• **Directions**
All that is needed is a count of the lines in this data that contain the word "left".
Start of Block
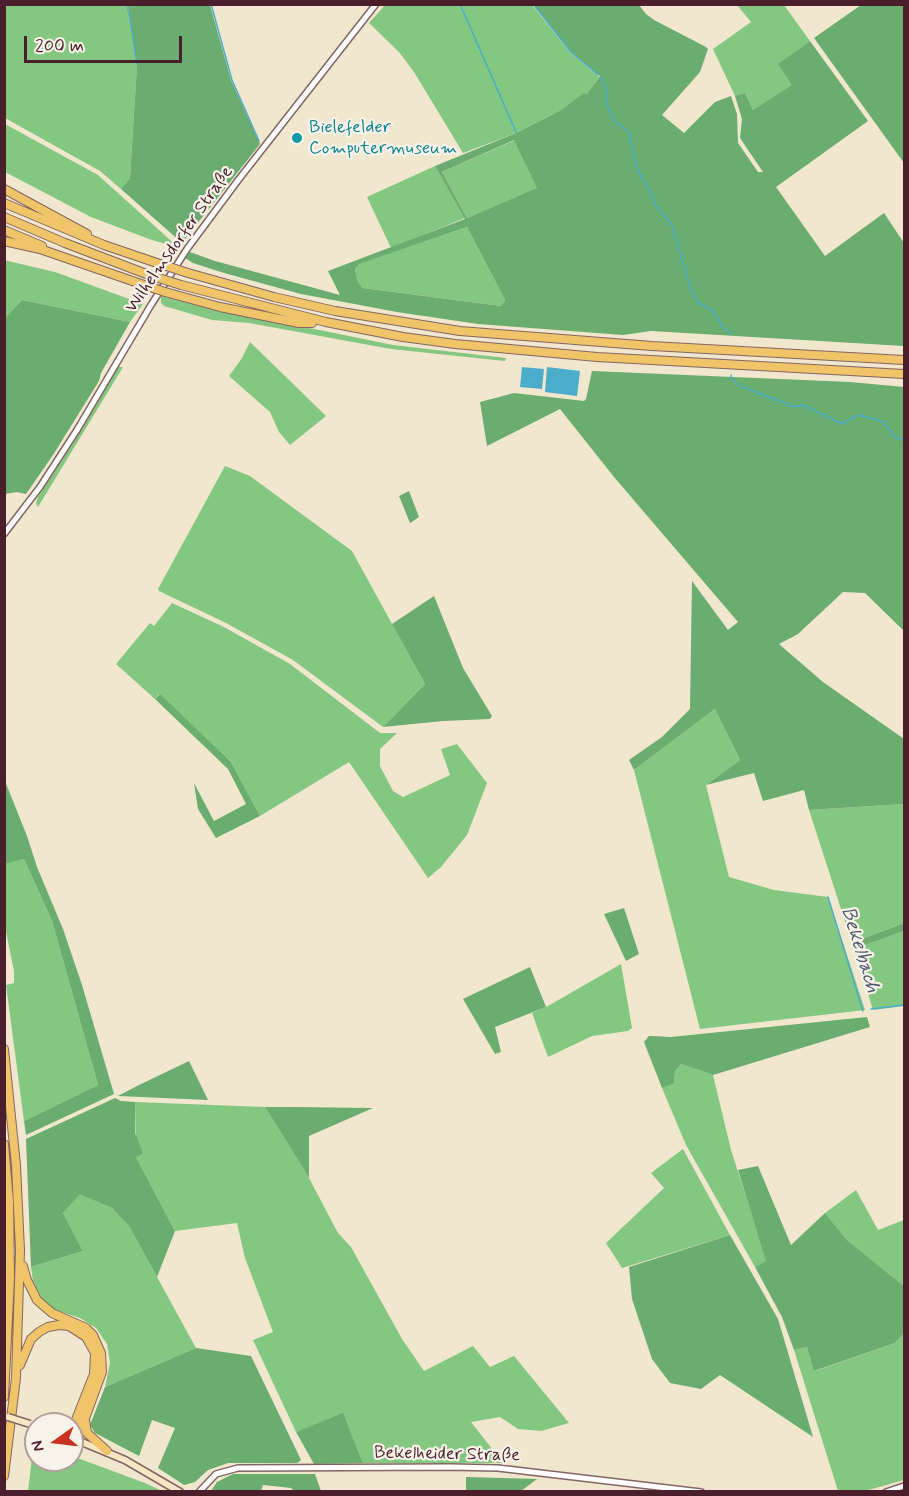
<!DOCTYPE html>
<meta charset="utf-8">
<style>
body{margin:0}
#map{position:relative;width:909px;height:1496px;overflow:hidden;background:#f0e7ce;font-family:Mynerve,sans-serif}
canvas{display:block}
.frame{position:absolute;inset:0;border:6px solid #4a1f2b;pointer-events:none}
.north{position:absolute;left:24px;top:1412px;width:60px;height:60px;box-sizing:border-box;background:#f7f3e8;border:2px solid #b29e9c;border-radius:50%;rotate:256deg;font-size:16px;font-weight:700;line-height:24px;text-align:center;color:#4a1f2b}
.north::after{content:'';display:block;margin:auto;width:21px;height:27px;background:#c8321e;clip-path:polygon(50% 0,100% 100%,50% 72%,0 100%)}
.scale{position:absolute;left:24px;top:36px;width:158px;height:27px;box-sizing:border-box;border:3px solid #4a1f2b;border-top:0;padding-left:8px;font-size:18px;line-height:21px;white-space:nowrap;color:#4a1f2b;-webkit-text-stroke:4px #f7f3e8;paint-order:stroke}
</style>
<div id="map">
<canvas width="909" height="1496"></canvas>
<div class="frame"></div>
<div class="north">N</div>
<div class="scale">200 m</div>
</div>
<script>
const c = document.querySelector('canvas').getContext('2d');
c.lineJoin = 'round';
function fill(path, color) { c.fillStyle = color; c.fill(path, 'evenodd'); }
const toPath = rows => new Path2D(rows.map(r => 'M' + r).join(''));
function trace(path, color, width, dash) { c.strokeStyle = color; c.lineWidth = width; c.lineCap = dash ? 'butt' : 'round'; c.setLineDash(dash || []); c.stroke(path); }
function label(font, color, halo, rows, align = 'center') {
  c.font = font + ' Mynerve,sans-serif'; c.lineWidth = 4.5; c.setLineDash([]); c.textBaseline = 'middle'; c.strokeStyle = halo; c.fillStyle = color; for (const [text, x, y, turn = 0] of rows) {
    c.save(); c.translate(x, y); c.rotate((+turn || 0) * Math.PI / 180); c.textAlign = isNaN(turn) ? turn : align; if (halo) c.strokeText(text, 0, 0); c.fillText(text, 0, 0); c.restore();
  }
}
fill(toPath([
 [4,5,128,5,137,65,130,178,121,189,100,171,5,118],
 [385,5,532,5,570,52,599,77,586,95,561,110,516,133,463,153,414,72,399,52,369,23],
 [737,5,784,5,810,41,779,64,793,85,753,110,745,93,735,96,713,49,751,22],
 [5,124,98,175,179,248,149,239,91,217,5,172],
 [515,140,538,188,467,218,442,172],
 [435,166,465,218,391,248,367,197],
 [467,227,505,300,501,306,363,288,358,282,355,269,358,264],
 [4,260,55,272,143,304,130,322,22,300,5,318],
 [161,296,221,312,275,321,393,345,506,358,505,361,391,349,249,323,212,320,164,306,161,303],
 [250,342,326,416,290,445,279,432,270,412,229,376,242,358],
 [118,367,123,367,38,507,36,503,38,497,76,439],
 [225,466,250,476,352,551,425,684,383,727,293,660,226,623,159,591,158,589],
 [172,603,224,627,290,664,380,733,397,733,380,749,380,766,393,791,403,797,450,775,441,749,457,744,487,783,467,835,441,867,428,878,349,762,260,816,231,762,159,694,155,699,116,664,150,623,154,626],
 [715,709,740,760,706,785,729,877,774,890,828,897,865,1010,700,1029,634,770],
 [904,804,904,923,852,943,809,810],
 [24,859,52,921,98,1085,24,1121,6,985,14,983,14,971,5,927,4,864],
 [904,931,904,1006,873,1010,854,949],
 [621,964,632,1028,628,1031,592,1036,548,1057,532,1013,548,1006],
 [681,1064,713,1075,731,1150,767,1261,755,1267,686,1145,662,1088,674,1082,675,1071],
 [135,1102,265,1107,309,1178,338,1233,351,1247,402,1339,424,1371,473,1346,490,1367,514,1356,569,1423,541,1431,518,1429,500,1417,471,1422,503,1463,363,1463,343,1414,296,1432,253,1340,273,1332,245,1258,237,1223,175,1231,136,1157],
 [683,1149,730,1235,622,1268,606,1243,664,1188,651,1173],
 [856,1190,878,1230,904,1220,904,1286,847,1240,825,1213],
 [80,1193,112,1208,129,1226,196,1348,105,1387,110,1363,107,1344,96,1328,80,1318,55,1310,42,1299,33,1281,31,1267,83,1251,63,1213],
 [904,1333,904,1480,865,1491,838,1491,794,1350,807,1347,815,1371,895,1343],
 [36,1444,36,1460,72,1460,72,1456,145,1483,162,1491,28,1491,33,1449]
]), '#84c781');
fill(toPath([
 [128,5,210,5,231,80,260,144,182,243,121,189,130,178,137,65],
 [533,5,639,5,646,14,654,20,706,47,708,49,700,72,662,115,684,133,715,102,731,96,737,114,738,143,758,172,763,172,740,138,742,119,735,96,745,93,753,110,792,85,778,64,810,41,868,121,776,187,825,256,884,213,904,243,904,346,651,331,623,335,478,324,397,312,301,294,224,273,193,263,185,258,190,252,215,261,340,295,328,271,465,219,435,166,516,133,561,110,584,93,586,95,600,76,571,52],
 [514,140,537,188,467,218,442,172],
 [467,227,505,300,501,306,363,288,358,282,355,269,359,264],
 [861,5,904,5,904,163,814,38],
 [22,300,130,322,101,373,99,381,53,455,26,494,17,492,5,494,5,318],
 [592,371,850,382,904,387,904,631,865,593,843,592,798,634,779,644,823,682,904,739,904,804,809,810,804,790,763,801,754,773,706,785,740,760,715,709,634,770,629,760,662,737,690,709,692,581,728,630,738,622,614,477,560,409,487,446,480,402,514,393,584,401,586,399],
 [409,491,419,517,410,523,399,496],
 [434,596,463,668,492,716,490,719,443,721,383,727,425,684,392,624],
 [160,694,231,762,260,816,216,838,198,809,194,783,214,821,246,804,228,769,155,699],
 [5,781,27,836,37,867,63,929,82,985,114,1094,26,1135,24,1121,98,1085,52,921,24,859,5,864],
 [624,908,639,954,626,961,604,914],
 [904,923,904,931,854,949,852,943],
 [530,967,546,1007,495,1027,501,1052,495,1054,463,999],
 [867,1017,870,1027,713,1075,681,1064,675,1071,674,1083,662,1088,644,1042,649,1036,652,1036,671,1037],
 [189,1061,208,1100,118,1096,137,1086],
 [115,1098,121,1101,135,1102,135,1133,143,1153,136,1157,175,1231,157,1277,129,1226,112,1208,80,1194,63,1213,83,1251,31,1267,26,1139],
 [265,1107,293,1107,373,1108,309,1136,309,1178],
 [758,1166,791,1245,825,1213,847,1240,904,1286,904,1333,895,1343,814,1371,807,1347,794,1350,782,1317,755,1267,766,1261,738,1170],
 [730,1235,778,1319,813,1437,720,1375,701,1389,670,1383,652,1359,632,1299,629,1267],
 [196,1348,251,1356,301,1460,297,1463,228,1463,208,1470,195,1482,184,1485,158,1468,175,1428,152,1420,139,1456,95,1433,90,1425,105,1387],
 [343,1413,363,1463,314,1464,296,1432],
 [233,1474,315,1474,321,1491,294,1491,291,1488,263,1485,261,1491,211,1491,217,1482],
 [466,1477,537,1479,521,1491,466,1492]
]), '#6bac6f');
fill(toPath([
 [522,367,544,369,542,389,520,387],
 [547,367,580,371,577,396,545,392]
]), '#4badca');
trace(toPath([
 [128,4,128,10],
 [211,4,232,80,259,141],
 [460,4,516,132],
 [533,4,571,52,598,75],
 [129,12,137,64],
 [600,77,606,88,606,103,614,121,629,132,638,171,652,194,655,205,672,225,691,290,698,302,713,311,722,326,731,334],
 [731,375,732,380,740,386,795,407,803,405,842,424,858,415,882,421,895,437,904,440],
 [828,897,863,1011],
 [871,1009,904,1005],
 [902,1492,904,1491]
]), '#4badca', 1.5);
const tertiary = toPath([
 [4,534,40,487,77,430,151,305,187,249,239,179,376,4],
 [199,1492,216,1474,238,1468,451,1467,498,1468,701,1492],
 [886,1492,904,1486]
]);
const secondary = toPath([
 [72,1438,125,1460,180,1492]
]);
const motorway = toPath([
 [4,189,87,234],
 [4,203,104,245,154,262],
 [4,217,65,243,149,275],
 [4,230,42,246],
 [4,241,40,249,144,285],
 [188,273,274,297,335,311,460,331,652,346,904,360],
 [181,285,326,322,403,337,455,344,597,357,904,374],
 [165,292,220,307,299,323,312,323],
 [4,1049,16,1165,20,1250,16,1378,4,1476],
 [4,1144,9,1201,10,1278,4,1397],
 [23,1266,27,1280,37,1300,52,1313,86,1328,93,1335,101,1353,102,1372,77,1440],
 [20,1365,31,1339,39,1332,48,1327,59,1325,69,1326,86,1337,95,1353,94,1374,72,1430],
 [85,1420,87,1433,107,1451]
]);
trace(tertiary, '#846564', 8);
trace(secondary, '#846564', 9);
trace(motorway, '#846564', 10);
trace(tertiary, '#fff', 5);
trace(secondary, '#f9e7c3', 6);
trace(motorway, '#f0c469', 8);
const secondaryBridge = toPath([
 [8,1417,30,1424]
]);
const motorwayBridge = toPath([
 [154,262,188,273],
 [149,275,181,285],
 [144,285,165,292]
]);
trace(secondaryBridge, '#846564', 9, []);
trace(motorwayBridge, '#846564', 10, []);
trace(secondaryBridge, '#f9e7c3', 6);
trace(motorwayBridge, '#f0c469', 8);
for (const [x, y, r, color] of [
 [297,138,6,"#0f9aa8"]
]) { const dot = new Path2D(); dot.arc(x, y, r, 0, 2 * Math.PI); c.fillStyle = color; c.fill(dot); trace(dot, '#f7f3e8', 2); }
label('18px', '#0d838f', '#f7f3e8', [
 ["Bielefelder",309,128],
 ["Computermuseum",309,149]
], 'left');
label('18px', '#4a1f2b', '#f7f3e8', [
 ["Wilhelmsdorfer Straße",180,240,-55],
 ["Bekelheider Straße",447,1455,1]
]);
label('italic 20px', '#4a586b', '#f7f3e8', [
 ["Bekelbach",859,950,73]
]);
</script>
End of Block
• **Solution for this exercise**
3